Now it is time to start the process of getting ready for your morning disembarkation. This means carefully layering your clothes: thermals, fleeces, jackets, hats, gloves and more. Gauging it right is a bit hit and miss, especially as the weather can change almost in an instant, but remember that you can always remove layers when onshore but you can’t go back to get more. Now grab your camera, put a chocolate bar in your pocket and waddle to the gangways.

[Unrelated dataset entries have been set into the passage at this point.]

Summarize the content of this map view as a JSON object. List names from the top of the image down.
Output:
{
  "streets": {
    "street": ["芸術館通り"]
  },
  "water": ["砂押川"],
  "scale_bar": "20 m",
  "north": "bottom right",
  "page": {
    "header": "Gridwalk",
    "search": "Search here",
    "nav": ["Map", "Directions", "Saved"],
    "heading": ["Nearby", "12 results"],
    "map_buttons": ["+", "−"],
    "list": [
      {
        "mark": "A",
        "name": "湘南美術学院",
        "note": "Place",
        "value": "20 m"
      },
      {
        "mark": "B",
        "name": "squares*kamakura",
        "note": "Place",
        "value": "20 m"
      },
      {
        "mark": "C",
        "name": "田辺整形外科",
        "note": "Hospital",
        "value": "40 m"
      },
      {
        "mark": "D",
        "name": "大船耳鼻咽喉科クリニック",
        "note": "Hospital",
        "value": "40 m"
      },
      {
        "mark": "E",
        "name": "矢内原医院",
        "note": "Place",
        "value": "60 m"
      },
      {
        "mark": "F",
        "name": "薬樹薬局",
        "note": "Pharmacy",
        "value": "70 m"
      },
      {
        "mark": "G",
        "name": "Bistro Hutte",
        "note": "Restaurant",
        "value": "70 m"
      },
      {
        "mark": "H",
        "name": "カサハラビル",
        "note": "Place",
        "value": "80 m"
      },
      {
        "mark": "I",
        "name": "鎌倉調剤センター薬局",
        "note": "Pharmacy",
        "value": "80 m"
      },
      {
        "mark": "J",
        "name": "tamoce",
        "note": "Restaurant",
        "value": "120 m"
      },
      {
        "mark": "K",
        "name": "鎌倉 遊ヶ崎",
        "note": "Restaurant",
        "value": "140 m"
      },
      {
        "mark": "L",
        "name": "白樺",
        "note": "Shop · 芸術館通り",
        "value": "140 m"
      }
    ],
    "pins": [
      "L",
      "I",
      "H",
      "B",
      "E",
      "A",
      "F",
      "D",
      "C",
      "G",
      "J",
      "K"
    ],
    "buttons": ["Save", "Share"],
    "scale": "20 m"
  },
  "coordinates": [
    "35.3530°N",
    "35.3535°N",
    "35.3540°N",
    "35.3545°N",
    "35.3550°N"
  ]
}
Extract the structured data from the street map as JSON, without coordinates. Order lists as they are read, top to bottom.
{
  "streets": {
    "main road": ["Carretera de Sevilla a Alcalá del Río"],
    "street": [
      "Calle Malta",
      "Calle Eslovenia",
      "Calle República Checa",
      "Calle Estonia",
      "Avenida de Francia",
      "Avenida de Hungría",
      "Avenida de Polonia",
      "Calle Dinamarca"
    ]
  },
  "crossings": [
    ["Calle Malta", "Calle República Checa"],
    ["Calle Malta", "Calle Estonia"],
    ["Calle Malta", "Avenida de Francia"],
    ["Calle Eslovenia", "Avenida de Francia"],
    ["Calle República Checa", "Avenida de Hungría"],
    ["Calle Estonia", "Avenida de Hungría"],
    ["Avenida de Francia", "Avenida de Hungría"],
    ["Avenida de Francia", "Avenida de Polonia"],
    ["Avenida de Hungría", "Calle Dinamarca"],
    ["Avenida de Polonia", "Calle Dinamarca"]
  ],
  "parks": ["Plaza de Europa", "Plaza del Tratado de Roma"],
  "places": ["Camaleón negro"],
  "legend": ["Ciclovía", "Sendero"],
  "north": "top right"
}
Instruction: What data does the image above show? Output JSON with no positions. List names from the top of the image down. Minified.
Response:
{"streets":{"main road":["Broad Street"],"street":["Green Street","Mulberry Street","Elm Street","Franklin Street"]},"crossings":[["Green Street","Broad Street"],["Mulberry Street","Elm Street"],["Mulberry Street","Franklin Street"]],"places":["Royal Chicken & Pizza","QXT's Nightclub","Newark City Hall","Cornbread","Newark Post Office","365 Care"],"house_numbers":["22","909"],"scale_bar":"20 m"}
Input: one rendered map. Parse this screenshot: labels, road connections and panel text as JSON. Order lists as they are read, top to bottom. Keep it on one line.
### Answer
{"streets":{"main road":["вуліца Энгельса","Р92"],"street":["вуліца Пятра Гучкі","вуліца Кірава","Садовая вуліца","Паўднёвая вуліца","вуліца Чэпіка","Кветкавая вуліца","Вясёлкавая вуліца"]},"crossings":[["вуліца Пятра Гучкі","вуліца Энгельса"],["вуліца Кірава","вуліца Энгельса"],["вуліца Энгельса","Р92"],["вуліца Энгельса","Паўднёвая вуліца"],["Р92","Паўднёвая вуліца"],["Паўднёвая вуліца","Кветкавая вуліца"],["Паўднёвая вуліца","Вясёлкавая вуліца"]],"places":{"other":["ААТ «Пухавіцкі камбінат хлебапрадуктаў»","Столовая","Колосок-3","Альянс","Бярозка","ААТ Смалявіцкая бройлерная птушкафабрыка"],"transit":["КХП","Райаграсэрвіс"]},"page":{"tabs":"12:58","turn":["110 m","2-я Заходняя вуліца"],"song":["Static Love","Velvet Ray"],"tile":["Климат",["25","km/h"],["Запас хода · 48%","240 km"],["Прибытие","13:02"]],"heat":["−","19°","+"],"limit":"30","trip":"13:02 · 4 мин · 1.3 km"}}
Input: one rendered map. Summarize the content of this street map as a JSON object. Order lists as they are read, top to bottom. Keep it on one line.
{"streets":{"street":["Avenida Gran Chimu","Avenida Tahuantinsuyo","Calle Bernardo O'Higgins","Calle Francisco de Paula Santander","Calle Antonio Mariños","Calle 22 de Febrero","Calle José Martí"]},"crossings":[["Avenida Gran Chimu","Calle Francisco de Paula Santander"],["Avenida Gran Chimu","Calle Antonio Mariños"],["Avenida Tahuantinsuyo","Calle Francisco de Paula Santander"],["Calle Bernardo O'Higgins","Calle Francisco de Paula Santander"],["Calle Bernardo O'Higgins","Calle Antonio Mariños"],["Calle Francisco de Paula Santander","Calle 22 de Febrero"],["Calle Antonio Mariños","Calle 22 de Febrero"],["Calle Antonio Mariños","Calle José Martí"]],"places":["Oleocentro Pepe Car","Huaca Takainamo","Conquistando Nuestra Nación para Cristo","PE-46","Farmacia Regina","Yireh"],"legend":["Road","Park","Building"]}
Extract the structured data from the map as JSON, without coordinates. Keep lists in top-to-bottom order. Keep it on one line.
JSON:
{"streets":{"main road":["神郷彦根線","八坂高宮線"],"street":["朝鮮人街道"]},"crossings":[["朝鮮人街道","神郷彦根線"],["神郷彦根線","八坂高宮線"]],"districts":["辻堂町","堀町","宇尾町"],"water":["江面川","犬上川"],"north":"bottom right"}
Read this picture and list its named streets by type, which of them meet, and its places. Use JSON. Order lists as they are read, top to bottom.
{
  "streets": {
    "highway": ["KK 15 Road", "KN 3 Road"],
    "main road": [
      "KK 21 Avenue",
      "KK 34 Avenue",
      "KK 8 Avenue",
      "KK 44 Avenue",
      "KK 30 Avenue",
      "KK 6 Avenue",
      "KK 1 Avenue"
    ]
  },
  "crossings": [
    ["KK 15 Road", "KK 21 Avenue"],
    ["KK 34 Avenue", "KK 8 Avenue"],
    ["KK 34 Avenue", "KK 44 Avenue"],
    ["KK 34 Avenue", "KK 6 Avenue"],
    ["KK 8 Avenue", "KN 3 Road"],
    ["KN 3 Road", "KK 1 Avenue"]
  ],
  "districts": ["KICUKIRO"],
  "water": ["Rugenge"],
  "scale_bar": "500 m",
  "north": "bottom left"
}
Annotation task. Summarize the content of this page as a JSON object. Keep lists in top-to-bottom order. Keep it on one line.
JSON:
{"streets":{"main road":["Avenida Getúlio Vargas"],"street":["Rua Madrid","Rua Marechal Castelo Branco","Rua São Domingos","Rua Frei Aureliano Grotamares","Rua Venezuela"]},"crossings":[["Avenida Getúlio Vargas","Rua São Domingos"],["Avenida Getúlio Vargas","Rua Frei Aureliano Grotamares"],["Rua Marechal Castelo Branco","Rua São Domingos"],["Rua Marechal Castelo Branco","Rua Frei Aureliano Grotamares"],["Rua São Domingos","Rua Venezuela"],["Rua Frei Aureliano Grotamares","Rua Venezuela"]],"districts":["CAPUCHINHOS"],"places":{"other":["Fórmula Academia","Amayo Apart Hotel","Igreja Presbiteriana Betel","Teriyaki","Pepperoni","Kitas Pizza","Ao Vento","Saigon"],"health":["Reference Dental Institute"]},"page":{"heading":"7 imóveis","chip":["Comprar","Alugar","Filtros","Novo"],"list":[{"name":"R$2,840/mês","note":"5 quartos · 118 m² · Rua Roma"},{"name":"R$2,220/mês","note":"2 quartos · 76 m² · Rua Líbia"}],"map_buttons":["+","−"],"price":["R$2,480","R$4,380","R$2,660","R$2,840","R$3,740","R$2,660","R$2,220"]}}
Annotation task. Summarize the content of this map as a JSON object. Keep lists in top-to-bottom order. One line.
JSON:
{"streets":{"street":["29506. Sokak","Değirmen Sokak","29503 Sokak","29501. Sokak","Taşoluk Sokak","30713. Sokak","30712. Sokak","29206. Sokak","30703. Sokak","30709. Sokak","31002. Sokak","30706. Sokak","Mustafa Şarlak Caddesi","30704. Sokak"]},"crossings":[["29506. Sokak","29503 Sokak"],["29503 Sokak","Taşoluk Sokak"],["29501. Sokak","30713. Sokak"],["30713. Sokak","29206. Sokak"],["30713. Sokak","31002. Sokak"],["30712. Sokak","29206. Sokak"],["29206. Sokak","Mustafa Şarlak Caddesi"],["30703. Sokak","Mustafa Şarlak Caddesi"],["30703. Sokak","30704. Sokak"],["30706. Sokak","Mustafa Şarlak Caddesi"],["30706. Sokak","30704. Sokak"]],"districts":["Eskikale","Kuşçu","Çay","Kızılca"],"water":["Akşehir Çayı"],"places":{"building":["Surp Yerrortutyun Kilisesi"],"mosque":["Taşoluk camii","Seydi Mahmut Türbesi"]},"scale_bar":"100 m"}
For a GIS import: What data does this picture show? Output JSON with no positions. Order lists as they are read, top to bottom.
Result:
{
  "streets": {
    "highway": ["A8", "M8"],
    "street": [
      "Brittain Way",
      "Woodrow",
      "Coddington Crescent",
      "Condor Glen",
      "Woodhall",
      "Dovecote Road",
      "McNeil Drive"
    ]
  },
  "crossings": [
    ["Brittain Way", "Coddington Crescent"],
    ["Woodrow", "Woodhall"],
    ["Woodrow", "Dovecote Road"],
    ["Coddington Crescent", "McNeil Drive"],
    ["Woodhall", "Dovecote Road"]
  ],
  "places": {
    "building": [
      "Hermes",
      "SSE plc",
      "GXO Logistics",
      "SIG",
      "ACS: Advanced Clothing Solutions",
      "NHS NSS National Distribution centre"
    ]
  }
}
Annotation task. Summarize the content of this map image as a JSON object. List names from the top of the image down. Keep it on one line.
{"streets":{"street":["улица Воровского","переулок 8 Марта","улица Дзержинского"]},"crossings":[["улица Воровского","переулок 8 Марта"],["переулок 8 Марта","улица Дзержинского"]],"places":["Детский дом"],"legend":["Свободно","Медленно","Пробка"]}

There may be a little bit of queuing on board before actually stepping onto the gangway so you may feel a little hot in all your outdoor gear before going down the steps and getting onto the Zodiac (a rigid-hulled inflatable dinghy with an outboard motor), but all of the expedition crew are well practiced at getting everyone off (and back on) the boat efficiently.
Out and about
So, you’re off the boat – now what? You could be doing one of several things: taking a walk on land to a magnificent viewpoint, enjoying a Zodiac cruise below towering icebergs or spectacular bird cliffs, just finding a quiet spot to sit and take it all in, or maybe you are being adventurous and going kayaking in the frigid waters. Logistics differ depending on location but you will usually be in small groups with an English-speaking expedition guide.
Back to the boat
Although you won’t want to, you have to go back to your expedition vessel and be counted back on board. A cup of hot chocolate will no doubt be waiting for you, especially if it has been a particularly cold morning.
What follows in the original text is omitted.